Alors mes chers collègues je vous le demande : comment devrai-je réagir lorsque, ouvrant un jour mon courrier, je découvre la « lettre de Marseille Aménagement » (voyez au passage l’autorité abusive qui est la mienne), et que je vois que 3 pages sur 4 sont consacrées à un éloge de ce qui a été fait dans le centre de Marseille, sujet précisément sur lequel j’incarne une volonté de changement !
Depuis 15 ans je n’ai cessé de dénoncer les dérives de cette opération. Monsieur le Maire, nous nous sommes affrontés à de multiples reprises sur ce sujet. Petit à petit vous avez convenu que le résultat était insatisfaisant. Et finalement à l’occasion des dernières élections municipales nous avons trouvé les bases d’un compromis positif permettant d’aller de l’avant sans revenir sur les différents passés.
C’est un fait politique suffisamment important pour qu’il n’ait échappé à personne ici. C’était même intéressant pour nos concitoyens de voir des gens de droite et de gauche essayer ensemble et publiquement d’aborder une question difficile sans que les jeux d’affrontements ne stérilisent toute action possible.
Mes chers collègues, il s’agit bien là de ma part d’une exigence de respect des contenus et certainement pas d’un abus d’autorité.
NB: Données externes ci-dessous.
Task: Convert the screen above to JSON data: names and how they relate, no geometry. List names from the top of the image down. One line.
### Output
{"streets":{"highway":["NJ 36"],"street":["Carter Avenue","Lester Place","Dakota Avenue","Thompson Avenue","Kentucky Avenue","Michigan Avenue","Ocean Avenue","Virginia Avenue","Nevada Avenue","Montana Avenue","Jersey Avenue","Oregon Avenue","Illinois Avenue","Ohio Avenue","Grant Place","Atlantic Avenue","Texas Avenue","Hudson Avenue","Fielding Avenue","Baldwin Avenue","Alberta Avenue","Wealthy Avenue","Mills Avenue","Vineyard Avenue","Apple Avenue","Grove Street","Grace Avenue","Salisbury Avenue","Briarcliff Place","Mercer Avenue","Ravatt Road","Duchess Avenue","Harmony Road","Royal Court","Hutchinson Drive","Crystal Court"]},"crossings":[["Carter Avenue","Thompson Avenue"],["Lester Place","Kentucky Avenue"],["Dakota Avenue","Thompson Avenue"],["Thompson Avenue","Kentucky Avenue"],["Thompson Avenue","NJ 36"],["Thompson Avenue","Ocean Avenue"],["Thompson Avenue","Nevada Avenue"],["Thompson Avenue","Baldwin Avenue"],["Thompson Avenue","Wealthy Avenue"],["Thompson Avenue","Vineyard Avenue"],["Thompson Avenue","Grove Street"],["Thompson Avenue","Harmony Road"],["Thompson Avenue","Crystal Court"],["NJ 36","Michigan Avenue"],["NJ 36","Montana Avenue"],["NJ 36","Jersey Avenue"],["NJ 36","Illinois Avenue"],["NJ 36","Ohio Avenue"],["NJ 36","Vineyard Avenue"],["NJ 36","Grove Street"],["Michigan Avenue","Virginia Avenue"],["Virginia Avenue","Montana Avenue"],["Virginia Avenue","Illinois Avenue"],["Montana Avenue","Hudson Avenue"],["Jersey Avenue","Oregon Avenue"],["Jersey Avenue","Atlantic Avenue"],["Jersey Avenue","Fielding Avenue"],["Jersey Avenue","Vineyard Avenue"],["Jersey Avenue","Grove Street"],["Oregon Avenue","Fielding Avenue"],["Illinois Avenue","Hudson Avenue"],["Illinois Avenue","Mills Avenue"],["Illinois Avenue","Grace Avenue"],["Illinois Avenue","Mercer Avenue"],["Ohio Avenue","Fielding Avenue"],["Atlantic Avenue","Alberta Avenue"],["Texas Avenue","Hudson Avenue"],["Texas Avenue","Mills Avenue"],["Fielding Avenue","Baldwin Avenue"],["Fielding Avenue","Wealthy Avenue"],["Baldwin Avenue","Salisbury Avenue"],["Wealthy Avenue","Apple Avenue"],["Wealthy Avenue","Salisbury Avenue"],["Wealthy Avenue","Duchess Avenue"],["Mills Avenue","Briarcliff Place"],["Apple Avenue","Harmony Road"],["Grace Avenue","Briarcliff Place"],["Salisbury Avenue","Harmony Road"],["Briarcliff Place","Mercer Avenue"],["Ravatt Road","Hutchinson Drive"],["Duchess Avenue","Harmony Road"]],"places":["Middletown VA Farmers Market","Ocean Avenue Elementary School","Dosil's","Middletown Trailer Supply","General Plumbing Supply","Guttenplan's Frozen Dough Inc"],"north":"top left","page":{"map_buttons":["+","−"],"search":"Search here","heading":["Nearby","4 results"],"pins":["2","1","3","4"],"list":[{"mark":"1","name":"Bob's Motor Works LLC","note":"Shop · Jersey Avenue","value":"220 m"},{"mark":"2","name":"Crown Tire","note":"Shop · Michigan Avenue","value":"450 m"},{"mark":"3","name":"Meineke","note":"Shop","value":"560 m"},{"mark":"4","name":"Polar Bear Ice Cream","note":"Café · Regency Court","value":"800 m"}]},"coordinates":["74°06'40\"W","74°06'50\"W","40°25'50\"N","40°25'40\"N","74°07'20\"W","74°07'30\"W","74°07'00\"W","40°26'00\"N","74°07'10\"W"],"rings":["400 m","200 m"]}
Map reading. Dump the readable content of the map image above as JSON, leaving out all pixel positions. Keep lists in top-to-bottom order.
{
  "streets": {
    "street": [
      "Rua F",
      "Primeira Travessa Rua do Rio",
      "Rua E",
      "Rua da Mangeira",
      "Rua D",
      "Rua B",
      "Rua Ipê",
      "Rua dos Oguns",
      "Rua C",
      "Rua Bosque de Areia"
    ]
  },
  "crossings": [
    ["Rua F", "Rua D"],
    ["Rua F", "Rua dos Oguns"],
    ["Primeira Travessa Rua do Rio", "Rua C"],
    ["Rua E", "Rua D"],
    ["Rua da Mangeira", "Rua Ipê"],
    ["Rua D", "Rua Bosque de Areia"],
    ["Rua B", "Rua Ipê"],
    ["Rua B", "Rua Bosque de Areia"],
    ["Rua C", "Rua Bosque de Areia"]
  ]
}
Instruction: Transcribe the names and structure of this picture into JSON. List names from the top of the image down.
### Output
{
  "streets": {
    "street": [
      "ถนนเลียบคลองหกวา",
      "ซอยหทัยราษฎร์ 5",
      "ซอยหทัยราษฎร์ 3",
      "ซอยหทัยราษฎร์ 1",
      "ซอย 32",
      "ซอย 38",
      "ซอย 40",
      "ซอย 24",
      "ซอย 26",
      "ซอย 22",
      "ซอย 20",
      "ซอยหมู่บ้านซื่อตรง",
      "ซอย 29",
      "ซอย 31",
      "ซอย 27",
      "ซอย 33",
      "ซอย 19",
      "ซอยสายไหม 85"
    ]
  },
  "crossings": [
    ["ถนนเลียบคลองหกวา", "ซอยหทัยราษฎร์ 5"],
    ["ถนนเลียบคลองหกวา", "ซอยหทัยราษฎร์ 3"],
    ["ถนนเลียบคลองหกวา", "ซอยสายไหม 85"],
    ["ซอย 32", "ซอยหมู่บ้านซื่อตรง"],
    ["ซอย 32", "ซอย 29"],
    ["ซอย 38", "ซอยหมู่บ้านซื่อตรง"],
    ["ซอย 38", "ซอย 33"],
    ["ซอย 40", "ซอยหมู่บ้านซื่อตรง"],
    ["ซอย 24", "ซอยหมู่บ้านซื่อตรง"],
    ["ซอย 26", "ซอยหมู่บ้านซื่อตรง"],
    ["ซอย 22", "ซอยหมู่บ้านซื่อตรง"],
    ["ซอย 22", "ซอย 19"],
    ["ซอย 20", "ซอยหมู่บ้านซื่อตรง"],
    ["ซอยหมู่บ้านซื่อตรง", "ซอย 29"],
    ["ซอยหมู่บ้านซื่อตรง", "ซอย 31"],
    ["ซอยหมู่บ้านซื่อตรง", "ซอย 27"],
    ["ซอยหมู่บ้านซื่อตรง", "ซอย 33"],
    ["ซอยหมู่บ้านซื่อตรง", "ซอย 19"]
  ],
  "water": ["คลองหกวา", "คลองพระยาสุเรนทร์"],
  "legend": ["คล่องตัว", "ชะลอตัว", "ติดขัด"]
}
Ce changement que ma présence à la présidence de cette société incarnait clairement je n’ai pu le traduire ni globalement ni opération par opération. La vérité est que tout ce qui s’est fait dans le passé ne supporte pas la moindre critique assimilée immédiatement à une attaque personnelle sur l’honnêteté des personnes. Et que rien de ce qui ne s’est pas fait dans le passé ne doit se faire dans l’avenir.
Quel mépris pour les administrateurs !

Alors comme je maintiens l’intégralité de mes analyses et de mes convictions, et n’ayant pas vocation à mener une guerre d’usure ni à jouer le rôle d’imprécateur, il est inutile pour moi de continuer dans ces conditions.
N’étant pas schizophrène je ne présiderai pas une société qui ne traduit pas les engagements que j’ai pris devant les électeurs.
Et n’étant pas déloyal, je n’utiliserai pas une fonction, le mot est trop fort vu le vide de celle-ci, parlons plutôt de titre, contre une majorité qui me l’a confié.
Ceux qui se sont abrités derrière la thèse du conflit de personne sont désormais à découvert. Je ne serai pas l’arbre qui cache la forêt des problèmes qui demeurent en l’état. Nous aurons l’occasion d’y revenir.

En attendant je vais donc rester administrateur.
Chacun comprendra que je ne cautionnerai rien de ce que j’ai dénoncé. Par contre je resterai exigeant sur le fait d’être informé selon mes droits statutaires faute de quoi j’utiliserai toutes les voies de droit.

Voilà mes chers collègues : Marseille Aménagement est l’outil de deux collectivités associées à divers partenaires. Ces collectivités tiennent leur légitimité du suffrage universel. C’est donc bien une responsabilité politique qui est ainsi engagée. Et personnellement c’est bien ainsi que j’agis, en responsable politique.
Oui, j’appartiens à une majorité constituée devant les électeurs sur des contenus.
Non, cela ne crée pour moi je ne sais quelle obligation de me taire.
Bien au contraire cela devrait me donner l’assurance de bénéficier d’une écoute positive et féconde.

Le débat continuera. Peu semble-t-il au sein de notre conseil, ce qui est dommage et anormal.
Il continuera donc dans les instances politiques. Et de toute façon devant les électeurs.

Je vous remercie de votre attention.